CVE-2024-13742: 
WordPress vulnerability analysis and mitigation

The iControlWP – Multiple WordPress Site Manager plugin for WordPress is vulnerable to PHP Object Injection (CVE-2024-13742) in versions up to and including 4.4.5. The vulnerability stems from the deserialization of untrusted input from the reqpars parameter, allowing unauthenticated attackers to inject PHP Objects (Wordfence Advisory).

The vulnerability has been assigned a CVSS v3.1 base score of 9.8 (CRITICAL) with the vector string CVSS:3.1/AV:N/AC:L/PR:N/UI:N/S:U/C:H/I:H/A:H. The issue is classified as CWE-502 (Deserialization of Untrusted Data). The vulnerability exists in the plugin's handling of the reqpars parameter, where untrusted input is deserialized without proper validation (NVD).

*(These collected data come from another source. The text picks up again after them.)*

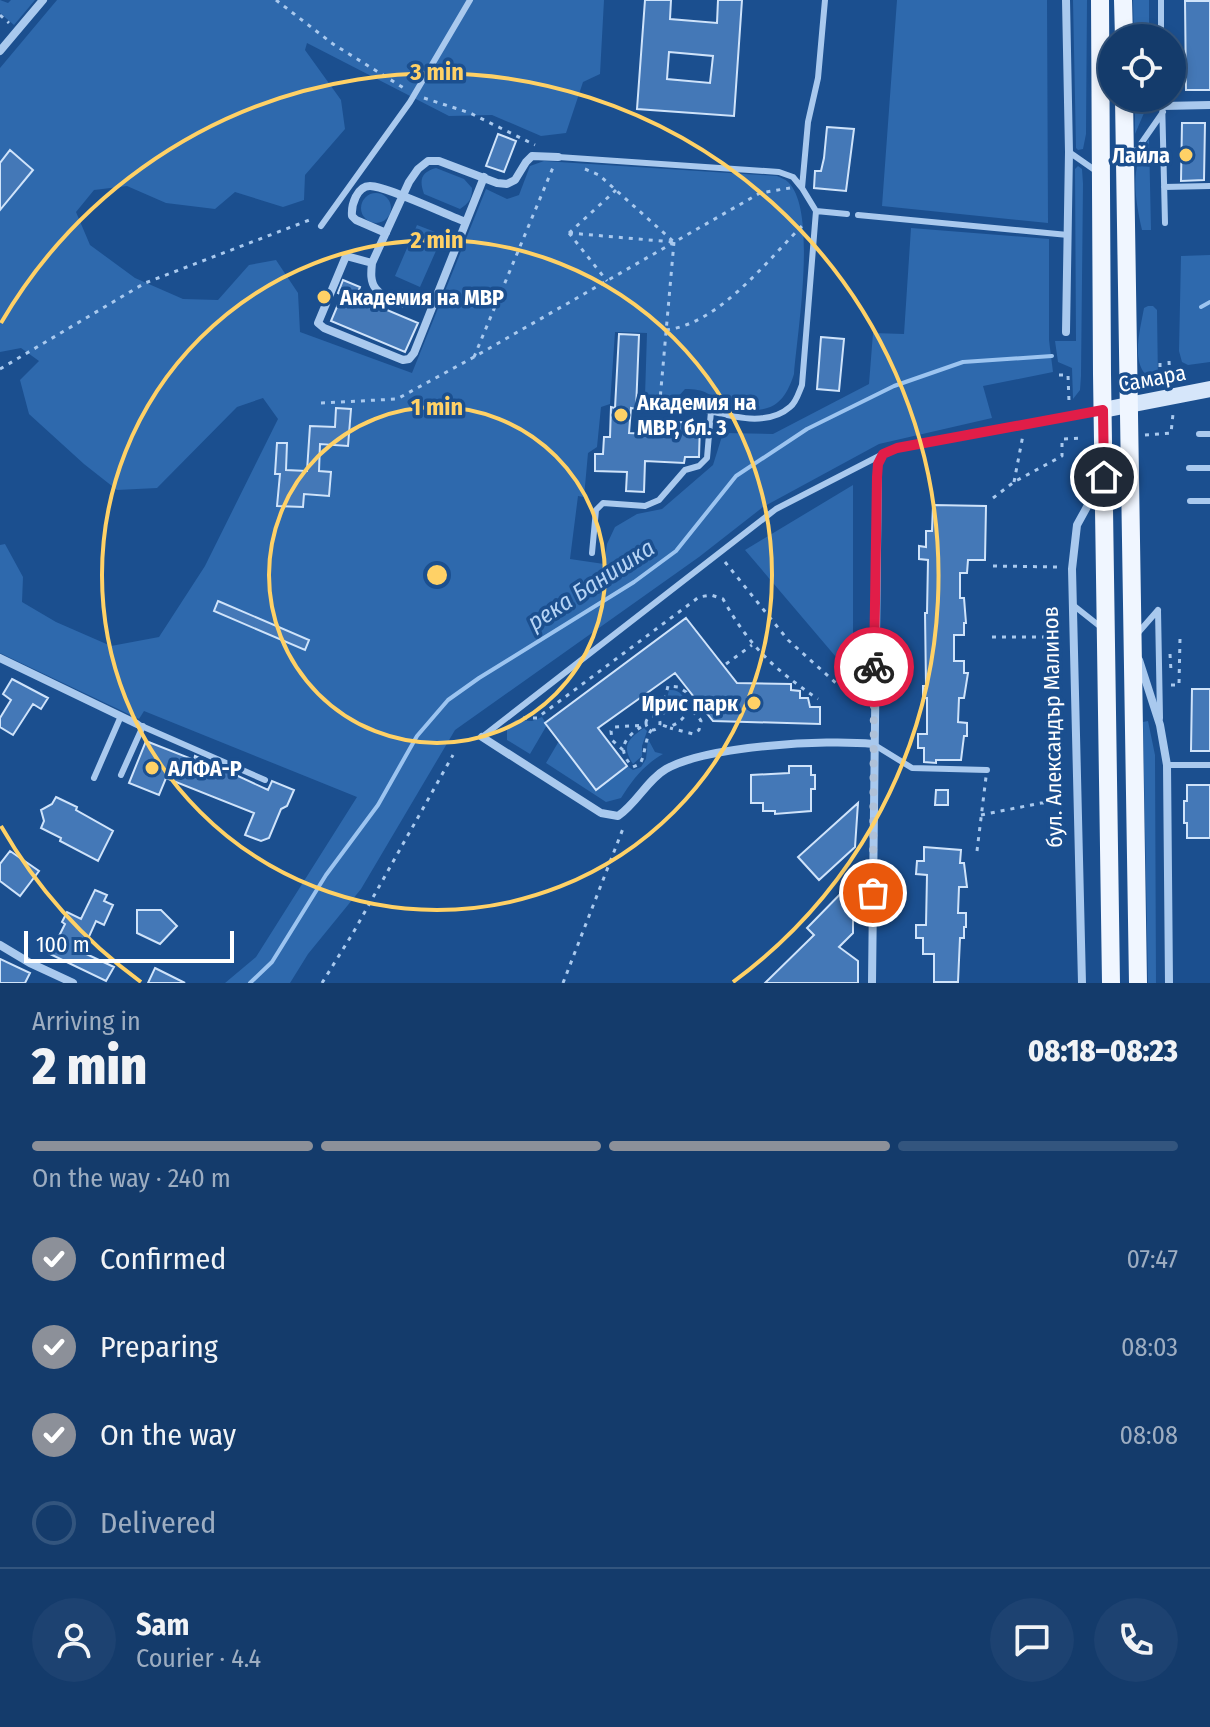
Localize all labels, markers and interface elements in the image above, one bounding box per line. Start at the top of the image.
map controls [1098,24,1186,112]
button: locate [1098,24,1186,112]
text: 3 min [409,58,464,86]
place label: Лайла [1112,142,1170,169]
marker: Лайла [1177,146,1195,164]
text: 2 min [409,226,464,254]
place label: Академия на МВР [339,284,504,311]
marker: Академия на МВР [315,288,333,306]
street label: Самара [1116,359,1188,398]
place label: Академия на МВР, бл. 3 [636,389,756,441]
text: 1 min [411,393,463,421]
marker: Академия на МВР, бл. 3 [612,406,630,424]
pin [1070,443,1138,511]
icon: home [1082,455,1126,499]
water label: река Банишка [522,534,660,636]
centre of rings [423,561,451,589]
street label: бул. Александър Малинов [1037,606,1068,848]
courier [834,627,914,707]
icon: bike [852,645,896,689]
place label: Ирис парк [641,690,739,717]
marker: Ирис парк [745,694,763,712]
place label: АЛФА-Р [167,755,242,782]
marker: АЛФА-Р [143,759,161,777]
pin [839,859,907,927]
icon: bag [851,871,895,915]
scale bar [24,927,234,963]
text: 100 m [36,931,90,958]
text: Arriving in [32,1006,141,1037]
text: 08:18–08:23 [1028,1033,1178,1069]
text: 2 min [32,1035,147,1098]
text: On the way · 240 m [32,1163,231,1194]
icon: check [32,1237,76,1281]
text: Confirmed [100,1241,226,1277]
text: 07:47 [1126,1244,1178,1275]
icon: check [32,1325,76,1369]
text: Preparing [100,1329,218,1365]
text: 08:03 [1121,1332,1178,1363]
icon: check [32,1413,76,1457]
text: On the way [100,1417,236,1453]
text: 08:08 [1119,1420,1178,1451]
text: Delivered [100,1505,216,1541]
button: person [32,1598,116,1682]
button: chat [990,1598,1074,1682]
button: phone [1094,1598,1178,1682]
text: Sam [136,1607,189,1643]
text: Courier · 4.4 [136,1643,261,1674]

While no known POP (Property-Oriented Programming) chain is present in the vulnerable software itself, the impact could be severe if another plugin or theme containing a POP chain is installed on the site. In such cases, attackers could potentially delete arbitrary files, retrieve sensitive data, or execute code depending on the available POP chain (NVD).

Users should update to a version newer than 4.4.5 if available, or consider removing the plugin if it's not actively needed. If removal is not possible, implementing additional security controls and monitoring for suspicious activities is recommended (NVD).